__Records for this exercise__.

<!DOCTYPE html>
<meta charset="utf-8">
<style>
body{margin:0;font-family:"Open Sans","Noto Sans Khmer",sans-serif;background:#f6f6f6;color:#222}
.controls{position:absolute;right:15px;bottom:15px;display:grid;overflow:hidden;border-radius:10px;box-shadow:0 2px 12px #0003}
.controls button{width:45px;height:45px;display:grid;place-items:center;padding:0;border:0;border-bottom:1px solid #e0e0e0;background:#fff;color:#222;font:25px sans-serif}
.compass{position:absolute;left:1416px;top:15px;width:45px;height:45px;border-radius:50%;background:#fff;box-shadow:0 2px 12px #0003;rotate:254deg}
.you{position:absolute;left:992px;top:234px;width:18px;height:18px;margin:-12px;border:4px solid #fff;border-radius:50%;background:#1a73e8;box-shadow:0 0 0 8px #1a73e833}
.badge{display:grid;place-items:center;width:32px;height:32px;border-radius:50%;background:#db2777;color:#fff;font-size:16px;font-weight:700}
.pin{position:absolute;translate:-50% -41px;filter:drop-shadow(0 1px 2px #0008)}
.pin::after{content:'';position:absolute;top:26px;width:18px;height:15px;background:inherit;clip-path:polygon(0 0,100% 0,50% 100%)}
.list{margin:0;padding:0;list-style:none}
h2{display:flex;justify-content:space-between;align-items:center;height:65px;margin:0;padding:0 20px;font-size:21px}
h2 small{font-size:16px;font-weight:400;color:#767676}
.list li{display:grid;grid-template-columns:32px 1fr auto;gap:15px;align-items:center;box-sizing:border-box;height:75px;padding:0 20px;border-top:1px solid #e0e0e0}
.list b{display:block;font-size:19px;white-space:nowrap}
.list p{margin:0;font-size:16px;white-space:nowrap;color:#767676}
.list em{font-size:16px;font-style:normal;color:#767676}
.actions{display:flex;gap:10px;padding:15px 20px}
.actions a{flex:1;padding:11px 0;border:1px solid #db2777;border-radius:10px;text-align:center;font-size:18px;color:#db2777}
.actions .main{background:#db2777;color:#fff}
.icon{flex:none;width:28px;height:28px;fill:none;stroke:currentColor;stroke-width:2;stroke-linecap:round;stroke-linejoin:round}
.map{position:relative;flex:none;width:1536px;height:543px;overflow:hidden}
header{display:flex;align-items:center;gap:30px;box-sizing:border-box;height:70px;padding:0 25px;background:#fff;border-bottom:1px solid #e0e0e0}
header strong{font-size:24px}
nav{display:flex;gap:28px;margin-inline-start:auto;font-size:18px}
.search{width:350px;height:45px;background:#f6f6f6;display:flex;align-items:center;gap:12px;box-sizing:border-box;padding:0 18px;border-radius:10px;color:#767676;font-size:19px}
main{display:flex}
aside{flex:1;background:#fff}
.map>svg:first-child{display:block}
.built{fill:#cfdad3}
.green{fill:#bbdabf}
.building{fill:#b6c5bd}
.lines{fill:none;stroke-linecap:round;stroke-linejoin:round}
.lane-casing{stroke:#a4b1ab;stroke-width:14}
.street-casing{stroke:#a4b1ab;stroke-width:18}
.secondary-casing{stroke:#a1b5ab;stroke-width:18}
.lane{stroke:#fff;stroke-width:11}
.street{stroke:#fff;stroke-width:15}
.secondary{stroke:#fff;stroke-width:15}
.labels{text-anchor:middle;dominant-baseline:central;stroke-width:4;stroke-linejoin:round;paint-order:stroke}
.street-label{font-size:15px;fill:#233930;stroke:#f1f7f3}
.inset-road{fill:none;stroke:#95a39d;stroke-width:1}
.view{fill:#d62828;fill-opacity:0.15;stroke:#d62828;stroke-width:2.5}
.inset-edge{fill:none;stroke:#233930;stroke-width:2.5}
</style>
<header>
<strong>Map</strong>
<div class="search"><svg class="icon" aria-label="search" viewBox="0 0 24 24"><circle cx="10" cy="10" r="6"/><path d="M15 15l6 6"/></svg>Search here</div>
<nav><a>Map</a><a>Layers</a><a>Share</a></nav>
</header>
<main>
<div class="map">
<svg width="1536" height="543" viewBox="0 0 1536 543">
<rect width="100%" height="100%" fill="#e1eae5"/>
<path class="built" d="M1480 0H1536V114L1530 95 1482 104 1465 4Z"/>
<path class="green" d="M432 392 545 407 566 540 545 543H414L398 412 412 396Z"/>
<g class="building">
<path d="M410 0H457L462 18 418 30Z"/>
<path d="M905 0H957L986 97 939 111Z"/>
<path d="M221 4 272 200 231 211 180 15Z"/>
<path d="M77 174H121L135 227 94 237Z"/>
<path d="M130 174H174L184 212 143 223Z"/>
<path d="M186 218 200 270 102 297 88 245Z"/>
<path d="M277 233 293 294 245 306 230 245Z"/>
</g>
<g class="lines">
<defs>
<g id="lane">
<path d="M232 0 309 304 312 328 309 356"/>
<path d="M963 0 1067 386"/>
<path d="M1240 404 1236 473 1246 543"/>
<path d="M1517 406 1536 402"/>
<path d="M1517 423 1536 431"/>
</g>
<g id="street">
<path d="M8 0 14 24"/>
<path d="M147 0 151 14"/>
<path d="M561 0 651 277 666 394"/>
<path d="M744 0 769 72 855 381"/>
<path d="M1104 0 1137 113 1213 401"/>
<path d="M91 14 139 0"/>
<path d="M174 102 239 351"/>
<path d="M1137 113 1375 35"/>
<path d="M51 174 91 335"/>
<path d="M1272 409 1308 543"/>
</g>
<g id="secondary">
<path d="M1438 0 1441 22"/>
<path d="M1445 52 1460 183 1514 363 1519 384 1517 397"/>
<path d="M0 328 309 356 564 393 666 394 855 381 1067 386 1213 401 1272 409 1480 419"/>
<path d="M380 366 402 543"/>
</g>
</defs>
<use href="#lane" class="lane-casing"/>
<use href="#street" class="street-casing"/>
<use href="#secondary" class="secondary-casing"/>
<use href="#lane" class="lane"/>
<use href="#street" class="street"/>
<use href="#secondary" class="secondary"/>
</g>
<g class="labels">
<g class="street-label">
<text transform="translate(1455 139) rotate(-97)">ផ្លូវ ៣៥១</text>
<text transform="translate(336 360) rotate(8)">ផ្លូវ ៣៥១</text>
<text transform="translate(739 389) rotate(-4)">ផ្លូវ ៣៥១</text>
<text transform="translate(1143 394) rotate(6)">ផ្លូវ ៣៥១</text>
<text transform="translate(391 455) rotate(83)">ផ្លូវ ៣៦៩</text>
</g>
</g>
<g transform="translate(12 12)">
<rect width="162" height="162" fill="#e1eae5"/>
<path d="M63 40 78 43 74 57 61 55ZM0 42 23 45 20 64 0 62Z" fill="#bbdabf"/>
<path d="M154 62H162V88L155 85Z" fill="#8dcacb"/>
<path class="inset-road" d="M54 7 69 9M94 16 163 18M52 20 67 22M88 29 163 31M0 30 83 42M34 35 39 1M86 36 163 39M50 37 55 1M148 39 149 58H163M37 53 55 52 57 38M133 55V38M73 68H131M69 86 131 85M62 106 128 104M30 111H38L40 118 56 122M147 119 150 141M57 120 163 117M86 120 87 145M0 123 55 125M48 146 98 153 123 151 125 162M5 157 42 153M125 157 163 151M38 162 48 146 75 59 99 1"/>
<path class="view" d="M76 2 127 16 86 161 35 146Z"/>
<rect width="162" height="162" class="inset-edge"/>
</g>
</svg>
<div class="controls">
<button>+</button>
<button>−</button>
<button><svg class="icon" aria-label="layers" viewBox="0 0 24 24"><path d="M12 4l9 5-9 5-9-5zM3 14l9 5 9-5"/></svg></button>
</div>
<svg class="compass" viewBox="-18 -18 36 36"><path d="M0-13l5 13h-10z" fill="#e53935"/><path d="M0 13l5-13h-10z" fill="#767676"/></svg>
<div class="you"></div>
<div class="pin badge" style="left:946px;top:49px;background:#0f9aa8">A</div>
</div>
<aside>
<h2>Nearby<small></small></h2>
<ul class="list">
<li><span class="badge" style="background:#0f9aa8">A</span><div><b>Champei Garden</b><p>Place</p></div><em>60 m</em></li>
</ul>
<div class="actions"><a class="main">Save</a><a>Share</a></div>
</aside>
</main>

__What you are asked to do__. Go through the data above and copy each line that holds the word "compass".

__Exercise response__.
.compass{position:absolute;left:1416px;top:15px;width:45px;height:45px;border-radius:50%;background:#fff;box-shadow:0 2px 12px #0003;rotate:254deg}
<svg class="compass" viewBox="-18 -18 36 36"><path d="M0-13l5 13h-10z" fill="#e53935"/><path d="M0 13l5-13h-10z" fill="#767676"/></svg>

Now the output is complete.